> [TO DO]
Set the pictures aside and return each record below precisely as written.

(Saved entries)

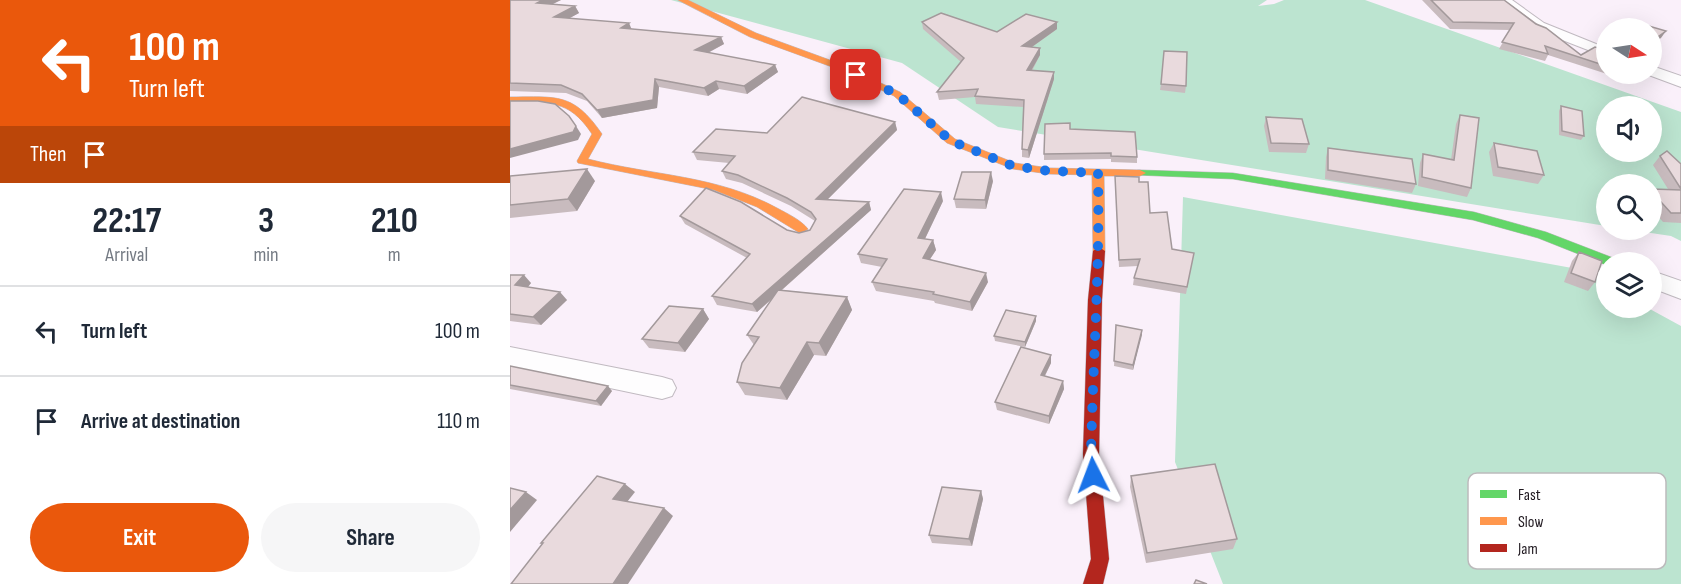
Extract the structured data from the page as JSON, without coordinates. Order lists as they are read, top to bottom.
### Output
{
  "legend": ["Fast", "Slow", "Jam"],
  "north": "right",
  "page": {
    "turn": ["100 m", "Turn left"],
    "then": "Then",
    "eta": [
      "22:17",
      "Arrival",
      "3",
      "min",
      "210",
      "m"
    ],
    "list": [
      {
        "name": "Turn left",
        "value": "100 m"
      },
      {
        "name": "Arrive at destination",
        "value": "110 m"
      }
    ],
    "buttons": ["Exit", "Share"]
  }
}
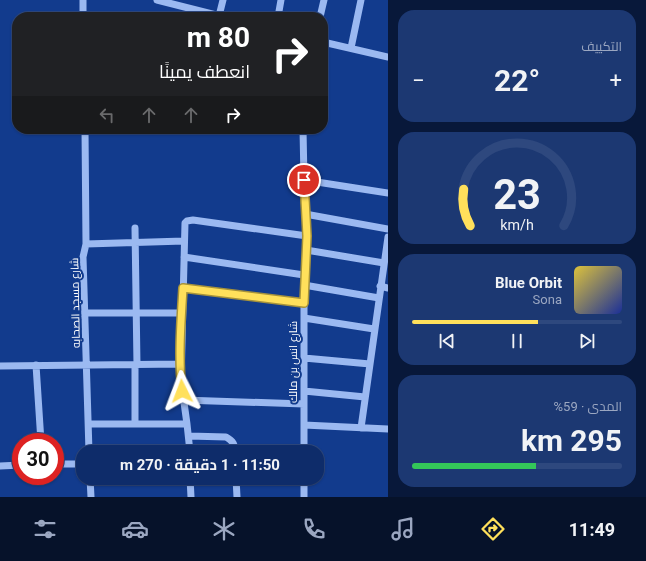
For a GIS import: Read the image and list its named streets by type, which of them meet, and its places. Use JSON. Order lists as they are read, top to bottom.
{
  "streets": {
    "street": ["شارع مسجد الصحابه", "شارع انس بن مالك"]
  },
  "page": {
    "tile": [
      "التكييف",
      ["المدى · 59%", "295 km"]
    ],
    "turn": ["80 m", "انعطف يمينًا"],
    "heat": ["−", "22°", "+"],
    "song": ["Blue Orbit", "Sona"],
    "limit": "30",
    "trip": "11:50 · 1 دقيقة · 270 m",
    "tabs": "11:49",
    "gauge": ["23", "km/h"]
  }
}
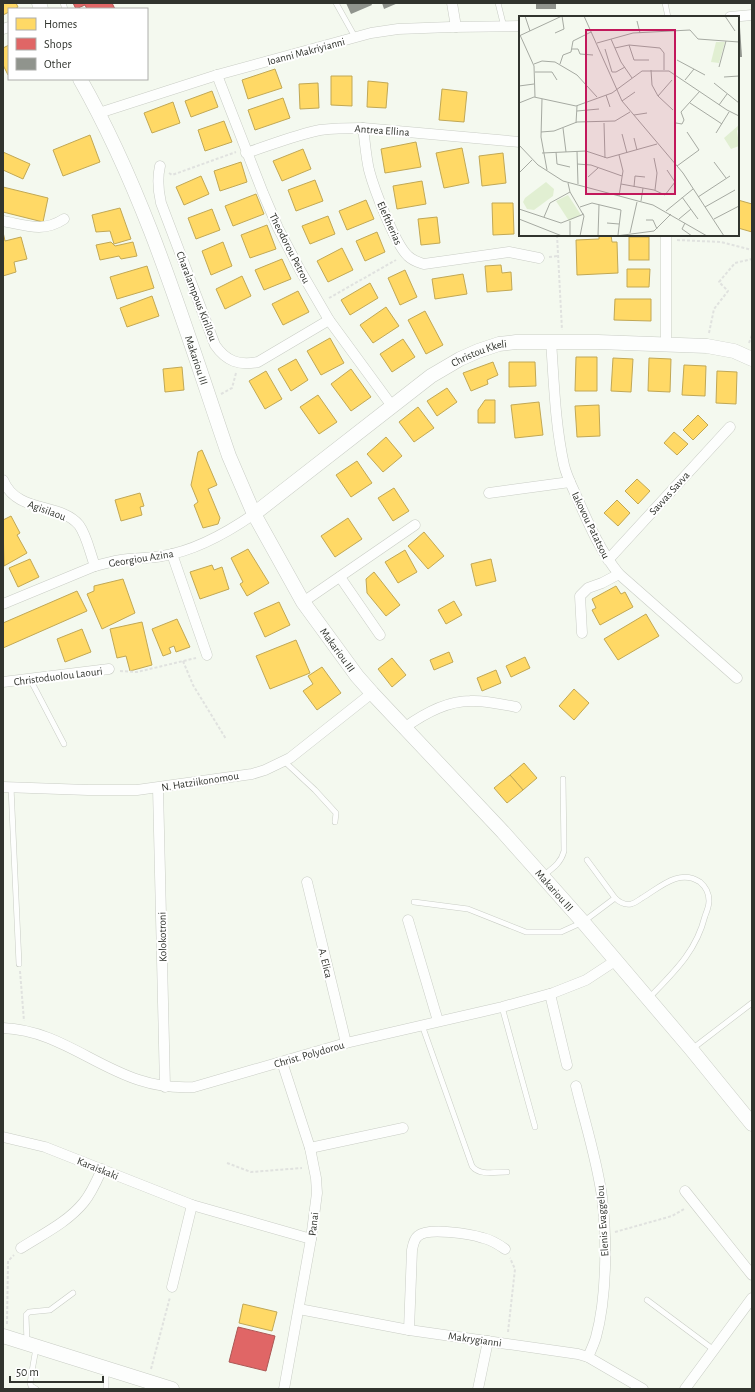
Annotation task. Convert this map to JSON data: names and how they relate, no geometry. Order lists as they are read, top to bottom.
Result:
{
  "streets": {
    "main road": ["Christou Kkeli", "Makariou III"],
    "street": [
      "Ioanni Makriyianni",
      "Antrea Ellina",
      "Eleftherias",
      "Theodorou Petrou",
      "Charalampous Kirillou",
      "Savvas Savva",
      "Agisilaou",
      "Iakovou Patatsou",
      "Georgiou Azina",
      "Christoduolou Laouri",
      "N. Hatziikonomou",
      "Kolokotroni",
      "A. Elica",
      "Christ. Polydorou",
      "Karaiskaki",
      "Elenis Evaggelou",
      "Panai",
      "Makrygianni"
    ]
  },
  "crossings": [
    ["Ioanni Makriyianni", "Theodorou Petrou"],
    ["Ioanni Makriyianni", "Makariou III"],
    ["Antrea Ellina", "Eleftherias"],
    ["Antrea Ellina", "Theodorou Petrou"],
    ["Theodorou Petrou", "Christou Kkeli"],
    ["Christou Kkeli", "Makariou III"],
    ["Christou Kkeli", "Iakovou Patatsou"],
    ["Christou Kkeli", "Georgiou Azina"],
    ["Makariou III", "Georgiou Azina"],
    ["Makariou III", "N. Hatziikonomou"],
    ["Makariou III", "Christ. Polydorou"],
    ["Savvas Savva", "Iakovou Patatsou"],
    ["Agisilaou", "Georgiou Azina"],
    ["N. Hatziikonomou", "Kolokotroni"],
    ["Kolokotroni", "Christ. Polydorou"],
    ["A. Elica", "Christ. Polydorou"],
    ["Christ. Polydorou", "Panai"],
    ["Karaiskaki", "Panai"],
    ["Elenis Evaggelou", "Makrygianni"],
    ["Panai", "Makrygianni"]
  ],
  "legend": ["Homes", "Shops", "Other"],
  "scale_bar": "50 m"
}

> [RESULT FOR THIS EXERCISE]
Extract the structured data from the page as JSON, without coordinates. Order lists as they are read, top to bottom.
### Output
{
  "legend": ["Fast", "Slow", "Jam"],
  "north": "right",
  "page": {
    "turn": ["100 m", "Turn left"],
    "then": "Then",
    "eta": [
      "22:17",
      "Arrival",
      "3",
      "min",
      "210",
      "m"
    ],
    "list": [
      {
        "name": "Turn left",
        "value": "100 m"
      },
      {
        "name": "Arrive at destination",
        "value": "110 m"
      }
    ],
    "buttons": ["Exit", "Share"]
  }
}
For a GIS import: Read the image and list its named streets by type, which of them meet, and its places. Use JSON. Order lists as they are read, top to bottom.
{
  "streets": {
    "street": ["شارع مسجد الصحابه", "شارع انس بن مالك"]
  },
  "page": {
    "tile": [
      "التكييف",
      ["المدى · 59%", "295 km"]
    ],
    "turn": ["80 m", "انعطف يمينًا"],
    "heat": ["−", "22°", "+"],
    "song": ["Blue Orbit", "Sona"],
    "limit": "30",
    "trip": "11:50 · 1 دقيقة · 270 m",
    "tabs": "11:49",
    "gauge": ["23", "km/h"]
  }
}
Annotation task. Convert this map to JSON data: names and how they relate, no geometry. Order lists as they are read, top to bottom.
Result:
{
  "streets": {
    "main road": ["Christou Kkeli", "Makariou III"],
    "street": [
      "Ioanni Makriyianni",
      "Antrea Ellina",
      "Eleftherias",
      "Theodorou Petrou",
      "Charalampous Kirillou",
      "Savvas Savva",
      "Agisilaou",
      "Iakovou Patatsou",
      "Georgiou Azina",
      "Christoduolou Laouri",
      "N. Hatziikonomou",
      "Kolokotroni",
      "A. Elica",
      "Christ. Polydorou",
      "Karaiskaki",
      "Elenis Evaggelou",
      "Panai",
      "Makrygianni"
    ]
  },
  "crossings": [
    ["Ioanni Makriyianni", "Theodorou Petrou"],
    ["Ioanni Makriyianni", "Makariou III"],
    ["Antrea Ellina", "Eleftherias"],
    ["Antrea Ellina", "Theodorou Petrou"],
    ["Theodorou Petrou", "Christou Kkeli"],
    ["Christou Kkeli", "Makariou III"],
    ["Christou Kkeli", "Iakovou Patatsou"],
    ["Christou Kkeli", "Georgiou Azina"],
    ["Makariou III", "Georgiou Azina"],
    ["Makariou III", "N. Hatziikonomou"],
    ["Makariou III", "Christ. Polydorou"],
    ["Savvas Savva", "Iakovou Patatsou"],
    ["Agisilaou", "Georgiou Azina"],
    ["N. Hatziikonomou", "Kolokotroni"],
    ["Kolokotroni", "Christ. Polydorou"],
    ["A. Elica", "Christ. Polydorou"],
    ["Christ. Polydorou", "Panai"],
    ["Karaiskaki", "Panai"],
    ["Elenis Evaggelou", "Makrygianni"],
    ["Panai", "Makrygianni"]
  ],
  "legend": ["Homes", "Shops", "Other"],
  "scale_bar": "50 m"
}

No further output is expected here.